The fact that we stick to what we do really well means we can usually offer those services at a lower fee. In dentistry, this basically means we are in-network for popular insurance plans. Or if you have no insurance, the fees are simply lower. Good dentistry but minus the Michigan Avenue fee.
I recently had an older patient come in that wanted a new lower partial denture (a dental device that hooks false teeth to existing teeth). After the exam, it was determined that only a full denture would work long term for her. She knew that a lower denture was going to be a big compromise and was adamant that she didn’t want one. Her next option was a denture supported by implants. By getting two dental implants, her lower denture would be much more stable. The only problem was that these were going to add a couple thousand dollars to the treatment. Even after some discounts, figuring out a payment plan and other options of financing, the patient said there was simply no way she could afford the treatment. I knew a new partial denture would not work and I also knew the patient would not be satisfied with a complete lower denture with no implants. So I offered her a referral to a place I believe can help her get what she wants.

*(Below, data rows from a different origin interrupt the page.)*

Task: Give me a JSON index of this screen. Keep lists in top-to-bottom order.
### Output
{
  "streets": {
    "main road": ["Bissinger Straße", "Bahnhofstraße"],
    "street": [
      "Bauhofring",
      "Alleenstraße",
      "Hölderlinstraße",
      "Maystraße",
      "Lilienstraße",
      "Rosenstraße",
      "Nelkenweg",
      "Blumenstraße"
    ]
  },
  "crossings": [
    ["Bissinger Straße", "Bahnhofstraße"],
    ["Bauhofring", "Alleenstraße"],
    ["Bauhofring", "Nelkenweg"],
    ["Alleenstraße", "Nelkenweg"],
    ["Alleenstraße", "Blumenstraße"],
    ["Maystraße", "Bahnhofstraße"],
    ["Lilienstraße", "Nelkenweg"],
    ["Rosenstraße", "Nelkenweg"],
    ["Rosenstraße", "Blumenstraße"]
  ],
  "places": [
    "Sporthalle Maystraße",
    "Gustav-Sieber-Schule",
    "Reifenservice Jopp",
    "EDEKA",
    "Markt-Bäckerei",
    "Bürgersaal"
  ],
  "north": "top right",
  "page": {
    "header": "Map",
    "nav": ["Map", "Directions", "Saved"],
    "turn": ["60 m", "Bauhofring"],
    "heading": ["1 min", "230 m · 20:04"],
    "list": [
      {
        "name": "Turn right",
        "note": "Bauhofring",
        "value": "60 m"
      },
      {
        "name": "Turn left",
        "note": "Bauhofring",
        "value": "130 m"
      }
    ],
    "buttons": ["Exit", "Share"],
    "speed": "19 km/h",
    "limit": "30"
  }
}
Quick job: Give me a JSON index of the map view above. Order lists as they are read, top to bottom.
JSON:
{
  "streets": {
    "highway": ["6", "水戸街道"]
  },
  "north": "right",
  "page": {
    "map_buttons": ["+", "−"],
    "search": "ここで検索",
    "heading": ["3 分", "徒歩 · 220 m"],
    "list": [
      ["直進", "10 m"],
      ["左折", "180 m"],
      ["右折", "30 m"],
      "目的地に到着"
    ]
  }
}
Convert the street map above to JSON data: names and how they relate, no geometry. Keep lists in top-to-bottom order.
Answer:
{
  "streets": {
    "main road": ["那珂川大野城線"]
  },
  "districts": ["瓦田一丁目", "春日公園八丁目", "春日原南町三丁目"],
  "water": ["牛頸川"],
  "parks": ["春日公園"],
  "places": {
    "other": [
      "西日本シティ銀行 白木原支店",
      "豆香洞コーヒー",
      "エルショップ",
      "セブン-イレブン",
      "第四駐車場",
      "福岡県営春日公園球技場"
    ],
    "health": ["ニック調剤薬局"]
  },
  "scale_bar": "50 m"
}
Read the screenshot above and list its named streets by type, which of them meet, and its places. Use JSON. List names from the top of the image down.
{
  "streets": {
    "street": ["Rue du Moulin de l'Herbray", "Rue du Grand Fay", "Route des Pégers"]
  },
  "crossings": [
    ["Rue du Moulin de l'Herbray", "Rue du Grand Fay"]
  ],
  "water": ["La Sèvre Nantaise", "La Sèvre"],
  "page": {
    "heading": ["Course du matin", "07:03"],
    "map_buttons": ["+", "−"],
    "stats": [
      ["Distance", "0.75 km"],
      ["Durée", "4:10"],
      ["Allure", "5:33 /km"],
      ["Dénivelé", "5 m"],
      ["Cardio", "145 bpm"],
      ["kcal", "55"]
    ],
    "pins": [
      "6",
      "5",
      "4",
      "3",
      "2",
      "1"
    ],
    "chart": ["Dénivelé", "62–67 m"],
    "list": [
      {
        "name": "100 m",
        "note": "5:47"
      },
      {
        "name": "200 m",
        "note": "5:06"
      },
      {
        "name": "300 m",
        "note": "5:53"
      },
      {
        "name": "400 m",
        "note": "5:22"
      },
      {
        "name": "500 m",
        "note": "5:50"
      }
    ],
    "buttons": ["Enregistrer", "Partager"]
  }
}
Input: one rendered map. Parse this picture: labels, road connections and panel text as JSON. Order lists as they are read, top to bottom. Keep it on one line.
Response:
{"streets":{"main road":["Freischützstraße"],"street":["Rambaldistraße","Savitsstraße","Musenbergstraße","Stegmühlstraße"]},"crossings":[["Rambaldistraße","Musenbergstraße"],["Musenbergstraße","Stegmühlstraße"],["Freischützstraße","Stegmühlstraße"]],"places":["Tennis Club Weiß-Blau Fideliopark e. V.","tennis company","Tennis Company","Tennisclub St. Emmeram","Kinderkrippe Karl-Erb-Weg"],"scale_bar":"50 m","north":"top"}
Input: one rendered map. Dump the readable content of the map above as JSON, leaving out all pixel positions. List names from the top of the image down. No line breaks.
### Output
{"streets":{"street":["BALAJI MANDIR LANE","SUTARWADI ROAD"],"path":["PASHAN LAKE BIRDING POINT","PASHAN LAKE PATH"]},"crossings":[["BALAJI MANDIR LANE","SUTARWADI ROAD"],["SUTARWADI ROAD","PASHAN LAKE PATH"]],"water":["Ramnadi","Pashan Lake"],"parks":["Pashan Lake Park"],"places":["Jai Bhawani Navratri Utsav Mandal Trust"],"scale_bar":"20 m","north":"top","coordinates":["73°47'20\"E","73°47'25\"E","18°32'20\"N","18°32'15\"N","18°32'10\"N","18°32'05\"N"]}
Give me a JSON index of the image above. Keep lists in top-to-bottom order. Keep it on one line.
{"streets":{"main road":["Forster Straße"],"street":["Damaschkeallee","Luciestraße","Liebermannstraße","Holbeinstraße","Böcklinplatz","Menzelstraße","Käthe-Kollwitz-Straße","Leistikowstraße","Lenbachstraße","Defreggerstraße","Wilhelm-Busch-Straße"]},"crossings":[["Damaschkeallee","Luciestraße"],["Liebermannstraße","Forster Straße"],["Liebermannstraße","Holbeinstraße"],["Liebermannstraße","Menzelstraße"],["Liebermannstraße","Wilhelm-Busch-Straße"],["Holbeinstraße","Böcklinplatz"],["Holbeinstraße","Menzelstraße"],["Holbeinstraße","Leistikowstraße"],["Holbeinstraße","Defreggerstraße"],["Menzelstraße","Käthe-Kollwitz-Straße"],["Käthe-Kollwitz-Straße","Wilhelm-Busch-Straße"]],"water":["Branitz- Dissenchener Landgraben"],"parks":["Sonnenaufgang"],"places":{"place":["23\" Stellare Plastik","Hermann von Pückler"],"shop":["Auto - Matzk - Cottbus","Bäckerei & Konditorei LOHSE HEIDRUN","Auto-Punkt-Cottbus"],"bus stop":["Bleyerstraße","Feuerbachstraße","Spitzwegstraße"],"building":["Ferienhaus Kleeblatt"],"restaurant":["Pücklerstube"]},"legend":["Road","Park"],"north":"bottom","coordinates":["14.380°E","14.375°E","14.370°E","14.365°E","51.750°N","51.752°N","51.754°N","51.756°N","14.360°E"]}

Is treatment at dental school a good idea? No, it’s a great idea! All schools have clinics where 3rd and 4th year students treat patients. You may think that you wouldn’t want a student working on you but these students have had countless hours working on mannequins and shadowing dentists before they get to see patients. And many patients forget that these students are getting graded and they all want to get an A! Also, you have a seasoned dentist looking over their shoulder, guiding them every step of the way. Another advantage of a dental school is that fees are usually lower than at a private practice. The only thing you give up is: convenience as the school may not be in your neighborhood, a possible waiting list to get treatment, and treatment that may take 1-2 visits in private practice may take several visits at a dental school. But the dental treatment itself is top notch.
When I have patients that simply can’t afford the treatment they desire, I usually recommend the dental school. In the Chicago area, we have a school downtown (University of Illinois at Chicago) and one in Downers Grove (Midwestern University). This option usually works well for retired patients that don’t mind treatment taking a little longer or going in for multiple appointments.